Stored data
· · · · · · ·

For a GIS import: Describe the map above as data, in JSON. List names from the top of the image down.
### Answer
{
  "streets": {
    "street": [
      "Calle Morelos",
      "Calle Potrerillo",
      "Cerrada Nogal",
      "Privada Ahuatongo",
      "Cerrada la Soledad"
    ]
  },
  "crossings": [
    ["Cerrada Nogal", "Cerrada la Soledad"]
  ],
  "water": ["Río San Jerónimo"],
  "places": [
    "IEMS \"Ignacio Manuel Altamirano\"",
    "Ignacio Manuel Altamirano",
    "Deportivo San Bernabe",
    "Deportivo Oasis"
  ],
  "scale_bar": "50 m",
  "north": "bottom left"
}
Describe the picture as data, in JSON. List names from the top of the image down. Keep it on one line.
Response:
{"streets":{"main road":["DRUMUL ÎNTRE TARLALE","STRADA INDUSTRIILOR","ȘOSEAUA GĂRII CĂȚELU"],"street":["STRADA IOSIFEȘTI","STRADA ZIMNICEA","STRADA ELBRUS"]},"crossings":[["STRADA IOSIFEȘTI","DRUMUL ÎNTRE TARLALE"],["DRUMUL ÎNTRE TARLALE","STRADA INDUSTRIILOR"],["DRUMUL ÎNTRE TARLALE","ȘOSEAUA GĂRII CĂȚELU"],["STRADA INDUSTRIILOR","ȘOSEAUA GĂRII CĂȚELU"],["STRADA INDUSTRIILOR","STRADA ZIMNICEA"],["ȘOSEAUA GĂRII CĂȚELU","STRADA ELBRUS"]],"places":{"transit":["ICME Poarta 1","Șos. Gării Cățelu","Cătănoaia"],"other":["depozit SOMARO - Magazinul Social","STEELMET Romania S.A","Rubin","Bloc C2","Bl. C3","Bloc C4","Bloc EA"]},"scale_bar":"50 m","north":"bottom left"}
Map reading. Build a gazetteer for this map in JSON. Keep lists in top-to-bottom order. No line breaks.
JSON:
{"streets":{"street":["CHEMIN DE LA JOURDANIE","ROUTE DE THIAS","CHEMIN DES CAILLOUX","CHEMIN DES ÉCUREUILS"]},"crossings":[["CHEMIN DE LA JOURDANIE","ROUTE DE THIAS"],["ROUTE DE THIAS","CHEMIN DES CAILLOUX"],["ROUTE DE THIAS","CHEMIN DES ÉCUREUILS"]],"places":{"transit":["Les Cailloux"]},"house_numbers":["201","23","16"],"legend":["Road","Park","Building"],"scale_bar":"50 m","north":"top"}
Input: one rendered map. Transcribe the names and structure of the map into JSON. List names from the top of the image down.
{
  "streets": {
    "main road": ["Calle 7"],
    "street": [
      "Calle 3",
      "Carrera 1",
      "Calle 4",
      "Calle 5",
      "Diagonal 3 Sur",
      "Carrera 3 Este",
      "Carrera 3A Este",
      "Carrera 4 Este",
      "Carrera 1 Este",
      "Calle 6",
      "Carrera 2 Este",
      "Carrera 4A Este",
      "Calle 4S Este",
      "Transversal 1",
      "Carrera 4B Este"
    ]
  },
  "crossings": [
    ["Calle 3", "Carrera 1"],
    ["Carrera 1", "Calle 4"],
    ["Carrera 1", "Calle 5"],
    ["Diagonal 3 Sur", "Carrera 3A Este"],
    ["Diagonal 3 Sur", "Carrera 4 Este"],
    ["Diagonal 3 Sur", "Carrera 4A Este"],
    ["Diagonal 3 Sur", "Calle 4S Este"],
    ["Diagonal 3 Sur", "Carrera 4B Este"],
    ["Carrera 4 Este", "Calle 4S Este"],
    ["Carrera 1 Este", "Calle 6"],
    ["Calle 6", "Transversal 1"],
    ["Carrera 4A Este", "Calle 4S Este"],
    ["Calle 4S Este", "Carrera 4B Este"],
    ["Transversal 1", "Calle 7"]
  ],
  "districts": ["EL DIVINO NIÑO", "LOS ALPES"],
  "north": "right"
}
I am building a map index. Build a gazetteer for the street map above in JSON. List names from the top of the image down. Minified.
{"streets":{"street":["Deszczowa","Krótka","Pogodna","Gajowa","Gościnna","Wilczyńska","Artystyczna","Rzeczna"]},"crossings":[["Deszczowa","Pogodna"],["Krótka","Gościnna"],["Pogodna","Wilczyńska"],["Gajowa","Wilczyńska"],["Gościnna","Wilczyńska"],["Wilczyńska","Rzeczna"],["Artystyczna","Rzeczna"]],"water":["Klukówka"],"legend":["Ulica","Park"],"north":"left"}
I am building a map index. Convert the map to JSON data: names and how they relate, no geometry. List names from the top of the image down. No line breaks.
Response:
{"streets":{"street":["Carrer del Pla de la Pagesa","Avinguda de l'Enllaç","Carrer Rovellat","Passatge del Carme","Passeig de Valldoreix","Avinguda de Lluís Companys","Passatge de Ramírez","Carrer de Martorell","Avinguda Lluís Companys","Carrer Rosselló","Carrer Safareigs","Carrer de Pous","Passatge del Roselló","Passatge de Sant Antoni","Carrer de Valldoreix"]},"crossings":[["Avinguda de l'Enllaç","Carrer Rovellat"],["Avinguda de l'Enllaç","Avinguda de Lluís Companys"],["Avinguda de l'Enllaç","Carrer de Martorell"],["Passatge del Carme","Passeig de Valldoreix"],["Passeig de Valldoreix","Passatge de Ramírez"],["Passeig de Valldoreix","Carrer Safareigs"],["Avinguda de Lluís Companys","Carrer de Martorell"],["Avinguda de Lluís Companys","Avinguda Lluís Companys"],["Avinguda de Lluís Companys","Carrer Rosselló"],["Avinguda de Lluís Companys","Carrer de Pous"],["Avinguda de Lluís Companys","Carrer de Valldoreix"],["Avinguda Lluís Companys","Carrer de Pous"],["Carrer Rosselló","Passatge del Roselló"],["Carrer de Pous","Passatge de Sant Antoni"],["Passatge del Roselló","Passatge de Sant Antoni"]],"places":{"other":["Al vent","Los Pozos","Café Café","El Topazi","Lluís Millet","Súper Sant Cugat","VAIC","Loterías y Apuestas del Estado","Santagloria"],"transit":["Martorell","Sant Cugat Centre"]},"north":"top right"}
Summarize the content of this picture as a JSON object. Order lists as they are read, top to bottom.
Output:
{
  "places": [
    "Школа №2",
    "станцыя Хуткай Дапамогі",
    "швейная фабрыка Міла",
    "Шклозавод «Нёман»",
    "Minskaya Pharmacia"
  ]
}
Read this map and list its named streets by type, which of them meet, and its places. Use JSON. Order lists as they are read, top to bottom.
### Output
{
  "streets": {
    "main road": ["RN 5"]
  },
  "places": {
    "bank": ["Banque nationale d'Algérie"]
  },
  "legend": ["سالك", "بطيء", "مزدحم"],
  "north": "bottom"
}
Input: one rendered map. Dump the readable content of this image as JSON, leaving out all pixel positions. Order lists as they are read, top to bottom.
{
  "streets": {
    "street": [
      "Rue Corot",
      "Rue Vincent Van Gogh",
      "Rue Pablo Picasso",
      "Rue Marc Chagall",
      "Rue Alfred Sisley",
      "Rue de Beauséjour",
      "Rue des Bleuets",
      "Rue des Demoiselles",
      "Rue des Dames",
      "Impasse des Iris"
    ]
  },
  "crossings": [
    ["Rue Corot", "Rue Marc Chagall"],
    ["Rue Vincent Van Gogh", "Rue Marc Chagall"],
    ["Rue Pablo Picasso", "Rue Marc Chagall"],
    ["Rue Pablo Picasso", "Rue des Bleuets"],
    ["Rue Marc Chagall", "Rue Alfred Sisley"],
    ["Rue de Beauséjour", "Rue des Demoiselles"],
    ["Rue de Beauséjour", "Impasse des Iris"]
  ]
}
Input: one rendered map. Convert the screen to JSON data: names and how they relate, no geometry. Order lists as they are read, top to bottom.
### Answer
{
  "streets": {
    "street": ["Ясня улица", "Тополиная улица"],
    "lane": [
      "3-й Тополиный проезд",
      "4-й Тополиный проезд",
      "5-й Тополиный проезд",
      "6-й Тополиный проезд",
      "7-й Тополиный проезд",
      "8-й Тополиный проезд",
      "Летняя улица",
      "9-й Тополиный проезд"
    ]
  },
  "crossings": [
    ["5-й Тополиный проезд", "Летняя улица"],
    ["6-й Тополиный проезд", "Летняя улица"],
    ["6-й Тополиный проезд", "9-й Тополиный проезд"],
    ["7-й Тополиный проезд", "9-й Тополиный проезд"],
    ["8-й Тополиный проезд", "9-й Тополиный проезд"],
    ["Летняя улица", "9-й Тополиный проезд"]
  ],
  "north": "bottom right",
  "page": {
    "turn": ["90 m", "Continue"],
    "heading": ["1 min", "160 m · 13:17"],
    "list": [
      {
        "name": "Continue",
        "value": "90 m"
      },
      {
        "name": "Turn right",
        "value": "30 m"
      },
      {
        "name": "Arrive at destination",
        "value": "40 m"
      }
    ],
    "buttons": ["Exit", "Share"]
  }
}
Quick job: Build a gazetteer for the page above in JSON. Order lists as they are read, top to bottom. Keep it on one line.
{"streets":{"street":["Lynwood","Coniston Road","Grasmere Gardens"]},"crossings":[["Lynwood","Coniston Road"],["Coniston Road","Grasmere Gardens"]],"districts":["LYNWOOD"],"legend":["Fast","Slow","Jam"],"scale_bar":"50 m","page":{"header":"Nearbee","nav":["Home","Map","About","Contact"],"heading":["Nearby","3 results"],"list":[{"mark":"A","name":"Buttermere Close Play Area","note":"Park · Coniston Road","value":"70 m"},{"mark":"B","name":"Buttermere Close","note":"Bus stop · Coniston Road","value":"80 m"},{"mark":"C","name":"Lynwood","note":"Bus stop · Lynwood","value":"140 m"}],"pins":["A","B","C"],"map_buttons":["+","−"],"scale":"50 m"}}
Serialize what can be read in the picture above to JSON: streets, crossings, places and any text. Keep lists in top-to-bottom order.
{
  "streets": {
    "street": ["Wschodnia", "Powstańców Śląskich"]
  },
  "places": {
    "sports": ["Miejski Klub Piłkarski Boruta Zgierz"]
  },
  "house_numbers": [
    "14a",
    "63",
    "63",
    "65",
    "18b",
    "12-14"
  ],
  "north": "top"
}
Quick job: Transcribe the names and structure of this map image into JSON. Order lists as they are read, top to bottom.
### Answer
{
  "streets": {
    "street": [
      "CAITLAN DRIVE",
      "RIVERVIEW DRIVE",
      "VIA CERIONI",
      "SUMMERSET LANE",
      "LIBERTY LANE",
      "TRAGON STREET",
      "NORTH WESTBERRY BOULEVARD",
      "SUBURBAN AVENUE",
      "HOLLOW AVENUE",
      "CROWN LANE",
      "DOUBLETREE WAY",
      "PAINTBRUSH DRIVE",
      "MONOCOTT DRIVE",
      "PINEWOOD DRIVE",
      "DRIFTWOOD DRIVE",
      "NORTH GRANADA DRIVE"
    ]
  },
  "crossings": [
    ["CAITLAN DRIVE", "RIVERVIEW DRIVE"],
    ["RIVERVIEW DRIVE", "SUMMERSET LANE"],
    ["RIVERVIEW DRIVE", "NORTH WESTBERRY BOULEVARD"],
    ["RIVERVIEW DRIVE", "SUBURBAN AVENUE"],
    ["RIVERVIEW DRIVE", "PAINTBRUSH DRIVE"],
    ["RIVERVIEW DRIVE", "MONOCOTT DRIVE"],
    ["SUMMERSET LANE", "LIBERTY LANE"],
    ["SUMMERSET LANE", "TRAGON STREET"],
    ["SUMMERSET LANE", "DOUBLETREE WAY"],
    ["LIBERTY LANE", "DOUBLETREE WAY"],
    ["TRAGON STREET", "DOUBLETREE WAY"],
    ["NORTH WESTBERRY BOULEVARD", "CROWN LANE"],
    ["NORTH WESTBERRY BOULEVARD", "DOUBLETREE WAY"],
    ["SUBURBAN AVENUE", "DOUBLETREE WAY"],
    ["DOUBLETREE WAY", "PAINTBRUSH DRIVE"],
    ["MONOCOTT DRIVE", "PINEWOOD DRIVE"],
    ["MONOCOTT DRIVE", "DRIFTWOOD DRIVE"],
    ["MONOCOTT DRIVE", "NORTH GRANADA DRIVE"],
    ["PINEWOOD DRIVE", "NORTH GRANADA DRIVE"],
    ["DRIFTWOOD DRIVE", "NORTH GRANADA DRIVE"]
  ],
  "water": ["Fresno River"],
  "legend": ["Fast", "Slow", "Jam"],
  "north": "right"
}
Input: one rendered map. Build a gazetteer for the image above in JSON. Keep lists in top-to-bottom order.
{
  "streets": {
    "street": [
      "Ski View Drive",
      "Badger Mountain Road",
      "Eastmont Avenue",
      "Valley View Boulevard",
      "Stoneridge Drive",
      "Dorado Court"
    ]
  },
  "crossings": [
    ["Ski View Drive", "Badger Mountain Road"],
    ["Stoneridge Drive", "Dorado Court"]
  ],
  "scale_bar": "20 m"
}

· · · · · · ·

• [Your assignment]
Give the exact lines, and only those, from the line containing "I am building a map index. Build" through the line containing "I am building a map index. Convert" in the entries above.

• [Answer below]
I am building a map index. Build a gazetteer for the street map above in JSON. List names from the top of the image down. Minified.
{"streets":{"street":["Deszczowa","Krótka","Pogodna","Gajowa","Gościnna","Wilczyńska","Artystyczna","Rzeczna"]},"crossings":[["Deszczowa","Pogodna"],["Krótka","Gościnna"],["Pogodna","Wilczyńska"],["Gajowa","Wilczyńska"],["Gościnna","Wilczyńska"],["Wilczyńska","Rzeczna"],["Artystyczna","Rzeczna"]],"water":["Klukówka"],"legend":["Ulica","Park"],"north":"left"}
I am building a map index. Convert the map to JSON data: names and how they relate, no geometry. List names from the top of the image down. No line breaks.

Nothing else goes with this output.